* **ABOUT THIS TASK**
Among the entries below, find all lines that include "Martín" and copy them.

EXERCISE DATA START

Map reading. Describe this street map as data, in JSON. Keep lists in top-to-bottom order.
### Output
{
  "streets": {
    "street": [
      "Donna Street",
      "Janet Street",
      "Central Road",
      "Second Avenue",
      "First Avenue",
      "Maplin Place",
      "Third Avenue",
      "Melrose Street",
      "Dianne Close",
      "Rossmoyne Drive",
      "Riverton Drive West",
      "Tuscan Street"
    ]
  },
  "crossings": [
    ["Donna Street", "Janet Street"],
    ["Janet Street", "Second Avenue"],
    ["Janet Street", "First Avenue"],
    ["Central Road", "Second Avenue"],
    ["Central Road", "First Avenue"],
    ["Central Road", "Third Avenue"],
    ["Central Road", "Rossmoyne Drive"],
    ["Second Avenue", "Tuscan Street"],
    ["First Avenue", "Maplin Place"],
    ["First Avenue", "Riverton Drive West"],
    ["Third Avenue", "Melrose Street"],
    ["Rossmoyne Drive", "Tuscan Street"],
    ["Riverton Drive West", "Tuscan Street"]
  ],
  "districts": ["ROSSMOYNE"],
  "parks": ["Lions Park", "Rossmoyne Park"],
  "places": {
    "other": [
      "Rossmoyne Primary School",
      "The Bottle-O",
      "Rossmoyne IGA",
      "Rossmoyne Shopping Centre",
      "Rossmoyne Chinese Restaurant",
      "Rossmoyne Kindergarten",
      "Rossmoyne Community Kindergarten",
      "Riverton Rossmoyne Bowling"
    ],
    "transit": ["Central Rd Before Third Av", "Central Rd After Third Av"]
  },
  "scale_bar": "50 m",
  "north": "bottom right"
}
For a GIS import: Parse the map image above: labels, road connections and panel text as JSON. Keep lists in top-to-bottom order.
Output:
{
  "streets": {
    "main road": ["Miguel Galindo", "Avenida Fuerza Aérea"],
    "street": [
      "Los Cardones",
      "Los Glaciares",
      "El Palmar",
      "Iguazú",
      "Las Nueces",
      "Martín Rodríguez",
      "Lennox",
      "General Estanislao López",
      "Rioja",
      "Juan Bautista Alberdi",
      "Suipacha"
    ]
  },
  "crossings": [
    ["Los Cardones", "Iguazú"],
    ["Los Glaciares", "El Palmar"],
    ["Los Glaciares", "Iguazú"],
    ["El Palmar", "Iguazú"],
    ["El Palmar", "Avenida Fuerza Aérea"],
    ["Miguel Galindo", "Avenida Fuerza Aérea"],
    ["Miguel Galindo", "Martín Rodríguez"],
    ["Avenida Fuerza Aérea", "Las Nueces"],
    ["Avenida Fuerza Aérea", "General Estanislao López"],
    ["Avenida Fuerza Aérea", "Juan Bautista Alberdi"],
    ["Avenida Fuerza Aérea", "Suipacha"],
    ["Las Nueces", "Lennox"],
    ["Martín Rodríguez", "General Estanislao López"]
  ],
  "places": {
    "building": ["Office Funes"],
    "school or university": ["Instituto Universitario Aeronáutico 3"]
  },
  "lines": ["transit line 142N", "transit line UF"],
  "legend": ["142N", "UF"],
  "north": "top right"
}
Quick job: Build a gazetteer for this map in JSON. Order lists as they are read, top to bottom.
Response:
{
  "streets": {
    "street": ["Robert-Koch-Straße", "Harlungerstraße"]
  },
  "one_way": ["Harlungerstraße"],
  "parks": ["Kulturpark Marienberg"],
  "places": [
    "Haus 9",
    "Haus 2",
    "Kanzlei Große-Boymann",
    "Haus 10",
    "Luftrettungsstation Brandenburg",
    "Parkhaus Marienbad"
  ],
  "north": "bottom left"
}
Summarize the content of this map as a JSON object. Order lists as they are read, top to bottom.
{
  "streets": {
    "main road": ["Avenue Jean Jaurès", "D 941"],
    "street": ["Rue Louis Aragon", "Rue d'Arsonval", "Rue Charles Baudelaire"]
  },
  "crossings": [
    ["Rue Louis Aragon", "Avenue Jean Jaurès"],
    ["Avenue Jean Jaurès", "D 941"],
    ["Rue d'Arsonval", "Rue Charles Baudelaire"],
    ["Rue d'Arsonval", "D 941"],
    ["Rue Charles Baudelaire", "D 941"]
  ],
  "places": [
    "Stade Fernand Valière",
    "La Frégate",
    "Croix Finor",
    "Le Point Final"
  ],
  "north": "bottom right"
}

EXERCISE DATA END

* **PROBLEM SOLUTION**
      "Martín Rodríguez",
    ["Miguel Galindo", "Martín Rodríguez"],
    ["Martín Rodríguez", "General Estanislao López"]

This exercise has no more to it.